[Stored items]
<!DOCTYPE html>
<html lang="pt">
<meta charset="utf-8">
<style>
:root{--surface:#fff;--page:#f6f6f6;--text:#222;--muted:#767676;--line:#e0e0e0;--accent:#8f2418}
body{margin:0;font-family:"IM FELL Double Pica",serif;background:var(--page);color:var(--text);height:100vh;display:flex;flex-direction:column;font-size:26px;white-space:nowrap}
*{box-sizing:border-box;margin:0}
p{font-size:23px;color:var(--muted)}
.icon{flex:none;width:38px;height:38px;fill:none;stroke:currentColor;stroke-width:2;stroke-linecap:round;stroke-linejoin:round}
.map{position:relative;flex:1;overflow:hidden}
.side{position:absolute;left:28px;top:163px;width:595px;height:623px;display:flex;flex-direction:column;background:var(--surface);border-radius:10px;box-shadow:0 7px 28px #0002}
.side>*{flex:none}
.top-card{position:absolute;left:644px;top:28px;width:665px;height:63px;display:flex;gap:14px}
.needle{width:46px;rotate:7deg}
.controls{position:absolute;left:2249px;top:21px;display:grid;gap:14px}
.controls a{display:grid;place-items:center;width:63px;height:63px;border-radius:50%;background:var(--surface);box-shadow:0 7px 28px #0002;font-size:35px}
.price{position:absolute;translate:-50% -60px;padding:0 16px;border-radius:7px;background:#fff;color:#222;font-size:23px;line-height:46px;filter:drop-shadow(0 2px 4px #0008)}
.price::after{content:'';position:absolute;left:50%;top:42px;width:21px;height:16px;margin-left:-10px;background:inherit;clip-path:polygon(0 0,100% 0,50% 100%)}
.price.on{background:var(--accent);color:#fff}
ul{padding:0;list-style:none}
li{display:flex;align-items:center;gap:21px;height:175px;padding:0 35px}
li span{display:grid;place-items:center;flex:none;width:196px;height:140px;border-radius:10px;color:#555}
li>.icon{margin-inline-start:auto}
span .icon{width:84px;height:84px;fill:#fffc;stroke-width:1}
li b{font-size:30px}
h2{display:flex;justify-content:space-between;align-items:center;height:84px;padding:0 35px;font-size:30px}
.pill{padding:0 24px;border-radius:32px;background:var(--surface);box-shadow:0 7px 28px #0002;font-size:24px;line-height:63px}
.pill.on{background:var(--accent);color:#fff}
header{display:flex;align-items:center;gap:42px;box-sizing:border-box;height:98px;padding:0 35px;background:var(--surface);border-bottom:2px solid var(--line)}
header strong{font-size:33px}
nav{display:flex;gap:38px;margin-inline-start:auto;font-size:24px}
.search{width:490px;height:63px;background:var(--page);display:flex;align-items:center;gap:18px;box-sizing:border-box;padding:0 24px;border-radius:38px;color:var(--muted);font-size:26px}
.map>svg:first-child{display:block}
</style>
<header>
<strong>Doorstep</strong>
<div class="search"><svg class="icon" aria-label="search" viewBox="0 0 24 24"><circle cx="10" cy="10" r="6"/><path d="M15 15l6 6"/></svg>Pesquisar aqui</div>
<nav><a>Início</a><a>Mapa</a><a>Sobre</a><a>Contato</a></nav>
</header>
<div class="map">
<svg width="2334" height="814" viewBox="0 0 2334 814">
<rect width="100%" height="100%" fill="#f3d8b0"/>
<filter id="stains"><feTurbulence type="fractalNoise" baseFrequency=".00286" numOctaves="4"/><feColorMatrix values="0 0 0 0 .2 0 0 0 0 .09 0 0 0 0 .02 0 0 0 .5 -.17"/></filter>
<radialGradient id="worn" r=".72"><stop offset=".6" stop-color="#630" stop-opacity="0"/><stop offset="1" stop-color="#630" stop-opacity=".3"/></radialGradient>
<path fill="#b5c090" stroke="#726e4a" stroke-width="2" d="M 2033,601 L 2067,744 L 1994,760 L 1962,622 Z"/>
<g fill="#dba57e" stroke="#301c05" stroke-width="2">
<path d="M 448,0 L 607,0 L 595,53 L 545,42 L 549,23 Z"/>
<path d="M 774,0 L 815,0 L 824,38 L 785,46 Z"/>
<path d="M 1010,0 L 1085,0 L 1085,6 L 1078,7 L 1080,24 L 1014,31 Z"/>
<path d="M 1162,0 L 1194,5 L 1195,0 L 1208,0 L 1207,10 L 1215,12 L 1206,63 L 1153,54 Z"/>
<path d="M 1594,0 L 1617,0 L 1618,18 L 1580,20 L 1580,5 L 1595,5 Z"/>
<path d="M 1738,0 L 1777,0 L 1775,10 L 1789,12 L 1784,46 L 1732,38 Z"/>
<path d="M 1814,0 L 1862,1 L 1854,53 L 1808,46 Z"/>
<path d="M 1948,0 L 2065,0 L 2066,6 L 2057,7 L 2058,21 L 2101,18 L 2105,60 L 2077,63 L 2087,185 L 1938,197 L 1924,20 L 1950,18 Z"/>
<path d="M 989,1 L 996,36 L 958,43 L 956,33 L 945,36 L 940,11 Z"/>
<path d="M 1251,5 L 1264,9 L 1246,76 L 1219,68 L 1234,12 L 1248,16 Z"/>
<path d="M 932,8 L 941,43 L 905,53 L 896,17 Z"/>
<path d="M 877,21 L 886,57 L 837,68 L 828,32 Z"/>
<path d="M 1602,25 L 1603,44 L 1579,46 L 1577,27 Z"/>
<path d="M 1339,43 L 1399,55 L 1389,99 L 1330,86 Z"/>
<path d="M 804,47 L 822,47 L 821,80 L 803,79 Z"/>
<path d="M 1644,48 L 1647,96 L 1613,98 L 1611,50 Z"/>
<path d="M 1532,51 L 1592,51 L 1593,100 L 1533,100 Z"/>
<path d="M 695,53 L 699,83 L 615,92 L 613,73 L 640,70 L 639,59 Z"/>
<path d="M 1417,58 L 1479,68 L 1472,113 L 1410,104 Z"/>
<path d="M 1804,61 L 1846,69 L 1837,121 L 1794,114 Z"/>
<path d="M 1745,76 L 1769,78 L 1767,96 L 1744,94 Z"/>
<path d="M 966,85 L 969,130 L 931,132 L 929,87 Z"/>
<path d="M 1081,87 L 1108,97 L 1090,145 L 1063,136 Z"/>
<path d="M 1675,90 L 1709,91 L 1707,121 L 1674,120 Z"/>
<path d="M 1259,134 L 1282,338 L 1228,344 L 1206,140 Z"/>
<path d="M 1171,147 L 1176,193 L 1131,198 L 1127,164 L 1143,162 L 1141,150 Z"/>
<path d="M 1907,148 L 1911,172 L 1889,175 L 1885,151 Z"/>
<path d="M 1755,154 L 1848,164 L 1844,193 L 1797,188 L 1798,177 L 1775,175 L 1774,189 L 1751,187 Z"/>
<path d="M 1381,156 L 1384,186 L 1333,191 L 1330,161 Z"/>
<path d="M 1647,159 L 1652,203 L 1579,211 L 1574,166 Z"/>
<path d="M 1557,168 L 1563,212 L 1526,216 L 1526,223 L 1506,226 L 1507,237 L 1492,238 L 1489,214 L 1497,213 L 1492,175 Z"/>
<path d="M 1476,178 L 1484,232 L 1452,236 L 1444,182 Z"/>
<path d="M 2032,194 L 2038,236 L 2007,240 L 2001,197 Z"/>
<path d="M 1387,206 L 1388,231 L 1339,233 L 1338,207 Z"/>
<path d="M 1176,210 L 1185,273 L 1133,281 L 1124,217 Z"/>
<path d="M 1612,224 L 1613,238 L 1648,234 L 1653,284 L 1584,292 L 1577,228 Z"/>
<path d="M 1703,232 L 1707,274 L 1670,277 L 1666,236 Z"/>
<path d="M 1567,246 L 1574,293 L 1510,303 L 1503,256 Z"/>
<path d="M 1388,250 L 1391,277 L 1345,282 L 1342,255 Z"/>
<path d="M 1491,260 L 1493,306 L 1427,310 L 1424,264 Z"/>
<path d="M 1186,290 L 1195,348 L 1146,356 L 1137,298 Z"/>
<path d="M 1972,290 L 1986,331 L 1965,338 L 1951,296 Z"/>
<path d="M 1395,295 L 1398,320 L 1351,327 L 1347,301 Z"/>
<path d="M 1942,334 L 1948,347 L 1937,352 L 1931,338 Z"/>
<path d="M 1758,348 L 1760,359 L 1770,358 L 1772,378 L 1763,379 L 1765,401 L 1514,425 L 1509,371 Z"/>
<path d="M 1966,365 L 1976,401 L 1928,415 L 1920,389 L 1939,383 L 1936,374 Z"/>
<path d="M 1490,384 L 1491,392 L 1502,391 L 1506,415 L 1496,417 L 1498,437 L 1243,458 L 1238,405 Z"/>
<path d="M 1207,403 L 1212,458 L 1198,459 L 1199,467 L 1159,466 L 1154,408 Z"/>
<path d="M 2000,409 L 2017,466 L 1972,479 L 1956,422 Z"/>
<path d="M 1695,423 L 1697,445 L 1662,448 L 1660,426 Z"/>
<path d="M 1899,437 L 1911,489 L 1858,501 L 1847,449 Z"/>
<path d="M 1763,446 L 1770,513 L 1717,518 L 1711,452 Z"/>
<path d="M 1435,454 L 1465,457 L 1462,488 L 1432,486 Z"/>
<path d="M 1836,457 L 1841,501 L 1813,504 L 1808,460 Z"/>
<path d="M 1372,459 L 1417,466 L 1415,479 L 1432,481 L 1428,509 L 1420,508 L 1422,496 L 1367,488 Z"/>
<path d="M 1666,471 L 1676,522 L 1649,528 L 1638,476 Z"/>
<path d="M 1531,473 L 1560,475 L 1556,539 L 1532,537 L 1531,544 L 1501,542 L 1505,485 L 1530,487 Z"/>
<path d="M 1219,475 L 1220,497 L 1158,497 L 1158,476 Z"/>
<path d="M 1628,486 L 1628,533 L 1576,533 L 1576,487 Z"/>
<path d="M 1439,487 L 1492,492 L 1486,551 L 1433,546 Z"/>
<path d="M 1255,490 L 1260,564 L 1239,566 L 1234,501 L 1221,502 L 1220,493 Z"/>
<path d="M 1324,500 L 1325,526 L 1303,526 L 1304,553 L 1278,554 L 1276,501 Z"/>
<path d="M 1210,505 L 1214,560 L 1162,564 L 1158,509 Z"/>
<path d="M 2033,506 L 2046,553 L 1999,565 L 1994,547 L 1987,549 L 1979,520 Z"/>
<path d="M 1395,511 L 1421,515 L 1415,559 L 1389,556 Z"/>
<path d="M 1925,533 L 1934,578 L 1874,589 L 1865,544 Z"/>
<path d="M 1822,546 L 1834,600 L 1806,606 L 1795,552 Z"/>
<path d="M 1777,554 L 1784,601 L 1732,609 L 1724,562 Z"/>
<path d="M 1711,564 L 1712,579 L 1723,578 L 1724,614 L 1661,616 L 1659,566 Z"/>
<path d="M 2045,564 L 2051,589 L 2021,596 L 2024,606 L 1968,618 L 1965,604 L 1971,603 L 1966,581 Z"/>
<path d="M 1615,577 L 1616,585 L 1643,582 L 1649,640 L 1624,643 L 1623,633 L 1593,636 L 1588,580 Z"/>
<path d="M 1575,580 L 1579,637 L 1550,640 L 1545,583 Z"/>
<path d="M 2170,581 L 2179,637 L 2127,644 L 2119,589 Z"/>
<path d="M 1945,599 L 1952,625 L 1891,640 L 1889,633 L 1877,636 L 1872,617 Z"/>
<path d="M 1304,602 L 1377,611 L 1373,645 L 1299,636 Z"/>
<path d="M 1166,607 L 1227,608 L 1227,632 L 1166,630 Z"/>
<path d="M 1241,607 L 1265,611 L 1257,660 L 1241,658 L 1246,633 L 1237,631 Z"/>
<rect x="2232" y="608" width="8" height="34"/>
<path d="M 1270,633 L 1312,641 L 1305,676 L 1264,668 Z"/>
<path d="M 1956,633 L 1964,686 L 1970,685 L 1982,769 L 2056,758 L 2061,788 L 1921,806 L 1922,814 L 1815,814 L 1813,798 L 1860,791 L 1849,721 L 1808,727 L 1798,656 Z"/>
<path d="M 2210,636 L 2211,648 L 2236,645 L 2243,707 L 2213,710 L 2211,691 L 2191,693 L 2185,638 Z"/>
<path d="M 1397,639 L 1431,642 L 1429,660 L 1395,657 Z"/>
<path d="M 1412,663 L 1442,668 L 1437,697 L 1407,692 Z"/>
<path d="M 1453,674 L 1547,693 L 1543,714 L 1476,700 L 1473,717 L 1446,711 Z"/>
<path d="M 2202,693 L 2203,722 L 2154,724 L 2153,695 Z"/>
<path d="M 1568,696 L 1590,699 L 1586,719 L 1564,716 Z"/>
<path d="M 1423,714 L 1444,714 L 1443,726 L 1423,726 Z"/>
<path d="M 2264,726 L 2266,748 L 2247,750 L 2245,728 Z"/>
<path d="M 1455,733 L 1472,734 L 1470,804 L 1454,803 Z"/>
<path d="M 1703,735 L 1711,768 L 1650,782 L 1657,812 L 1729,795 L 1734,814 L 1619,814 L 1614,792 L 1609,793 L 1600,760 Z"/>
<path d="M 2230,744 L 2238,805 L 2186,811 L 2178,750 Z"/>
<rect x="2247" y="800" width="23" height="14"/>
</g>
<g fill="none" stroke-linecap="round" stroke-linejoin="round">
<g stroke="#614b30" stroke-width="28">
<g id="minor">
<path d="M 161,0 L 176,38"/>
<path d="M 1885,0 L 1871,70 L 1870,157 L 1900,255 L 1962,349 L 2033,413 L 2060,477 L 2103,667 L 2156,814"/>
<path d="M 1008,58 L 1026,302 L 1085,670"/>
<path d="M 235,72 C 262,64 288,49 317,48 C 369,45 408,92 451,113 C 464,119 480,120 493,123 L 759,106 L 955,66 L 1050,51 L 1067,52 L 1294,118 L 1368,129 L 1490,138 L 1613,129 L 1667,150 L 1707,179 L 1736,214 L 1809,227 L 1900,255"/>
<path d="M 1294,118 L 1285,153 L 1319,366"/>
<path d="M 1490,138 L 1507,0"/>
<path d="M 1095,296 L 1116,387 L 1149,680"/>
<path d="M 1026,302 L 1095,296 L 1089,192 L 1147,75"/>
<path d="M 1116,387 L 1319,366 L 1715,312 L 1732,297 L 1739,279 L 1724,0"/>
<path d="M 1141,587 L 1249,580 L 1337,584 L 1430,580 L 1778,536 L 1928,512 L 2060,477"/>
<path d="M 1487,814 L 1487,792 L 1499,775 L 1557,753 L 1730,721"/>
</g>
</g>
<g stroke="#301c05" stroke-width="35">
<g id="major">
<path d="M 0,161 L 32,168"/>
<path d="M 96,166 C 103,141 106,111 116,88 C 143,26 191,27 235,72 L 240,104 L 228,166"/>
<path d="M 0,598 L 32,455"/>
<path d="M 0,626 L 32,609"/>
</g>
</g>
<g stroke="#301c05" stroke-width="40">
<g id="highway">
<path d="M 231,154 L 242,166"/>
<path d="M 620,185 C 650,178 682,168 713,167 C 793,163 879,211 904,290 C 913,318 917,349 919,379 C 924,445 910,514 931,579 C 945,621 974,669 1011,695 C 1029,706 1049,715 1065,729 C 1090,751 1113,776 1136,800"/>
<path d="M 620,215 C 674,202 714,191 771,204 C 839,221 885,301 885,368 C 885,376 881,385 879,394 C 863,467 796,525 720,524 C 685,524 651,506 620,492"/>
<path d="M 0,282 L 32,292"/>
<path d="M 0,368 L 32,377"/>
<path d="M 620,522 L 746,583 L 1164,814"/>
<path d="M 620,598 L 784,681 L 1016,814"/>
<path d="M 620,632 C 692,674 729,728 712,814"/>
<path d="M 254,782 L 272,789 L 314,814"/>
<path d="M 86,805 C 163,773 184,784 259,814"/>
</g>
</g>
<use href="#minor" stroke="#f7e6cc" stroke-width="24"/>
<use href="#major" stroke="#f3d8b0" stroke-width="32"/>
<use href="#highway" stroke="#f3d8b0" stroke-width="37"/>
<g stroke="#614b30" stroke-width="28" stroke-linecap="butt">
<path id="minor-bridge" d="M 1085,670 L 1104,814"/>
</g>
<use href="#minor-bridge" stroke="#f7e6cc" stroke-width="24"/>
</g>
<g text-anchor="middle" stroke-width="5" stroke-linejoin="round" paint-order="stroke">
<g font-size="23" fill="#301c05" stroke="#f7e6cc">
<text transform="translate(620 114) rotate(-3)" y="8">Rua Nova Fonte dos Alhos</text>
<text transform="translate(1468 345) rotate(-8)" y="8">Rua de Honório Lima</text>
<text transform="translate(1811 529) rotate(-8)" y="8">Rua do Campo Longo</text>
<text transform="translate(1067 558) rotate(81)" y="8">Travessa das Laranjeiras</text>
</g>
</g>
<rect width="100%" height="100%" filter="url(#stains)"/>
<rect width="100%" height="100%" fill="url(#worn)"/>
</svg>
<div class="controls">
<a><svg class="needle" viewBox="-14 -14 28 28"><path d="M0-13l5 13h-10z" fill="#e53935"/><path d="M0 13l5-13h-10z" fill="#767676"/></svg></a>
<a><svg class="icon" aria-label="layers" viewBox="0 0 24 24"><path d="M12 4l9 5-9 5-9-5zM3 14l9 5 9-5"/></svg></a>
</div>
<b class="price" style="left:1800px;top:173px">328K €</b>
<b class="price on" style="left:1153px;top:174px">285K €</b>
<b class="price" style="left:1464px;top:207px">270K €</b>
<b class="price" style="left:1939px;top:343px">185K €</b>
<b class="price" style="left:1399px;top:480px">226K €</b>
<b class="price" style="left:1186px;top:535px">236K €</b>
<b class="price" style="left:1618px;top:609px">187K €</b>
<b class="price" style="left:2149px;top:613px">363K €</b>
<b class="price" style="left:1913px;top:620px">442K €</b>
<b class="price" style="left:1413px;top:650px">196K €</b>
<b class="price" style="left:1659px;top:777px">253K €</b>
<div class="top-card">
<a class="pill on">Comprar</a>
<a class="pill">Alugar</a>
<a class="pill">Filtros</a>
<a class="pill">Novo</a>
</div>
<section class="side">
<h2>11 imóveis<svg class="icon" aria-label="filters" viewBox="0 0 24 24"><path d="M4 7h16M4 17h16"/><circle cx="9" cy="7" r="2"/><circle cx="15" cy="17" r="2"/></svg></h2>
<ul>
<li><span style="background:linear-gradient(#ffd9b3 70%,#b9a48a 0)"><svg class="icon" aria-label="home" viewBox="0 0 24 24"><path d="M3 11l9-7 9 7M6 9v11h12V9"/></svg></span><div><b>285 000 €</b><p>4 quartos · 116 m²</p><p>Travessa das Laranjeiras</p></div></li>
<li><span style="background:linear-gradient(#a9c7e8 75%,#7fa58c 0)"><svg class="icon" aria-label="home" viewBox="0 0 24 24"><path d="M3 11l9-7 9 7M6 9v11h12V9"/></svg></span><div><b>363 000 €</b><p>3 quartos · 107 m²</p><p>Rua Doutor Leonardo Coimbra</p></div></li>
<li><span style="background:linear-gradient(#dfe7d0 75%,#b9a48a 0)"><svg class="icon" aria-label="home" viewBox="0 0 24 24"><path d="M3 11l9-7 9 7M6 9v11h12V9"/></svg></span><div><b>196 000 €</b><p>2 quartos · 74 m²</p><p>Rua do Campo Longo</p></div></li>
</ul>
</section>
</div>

[TASK DESCRIPTION]: Your answer should be one number, the count of lines in the records that contain the string "controls".

[RESPONSE FOR THIS EXERCISE]: 3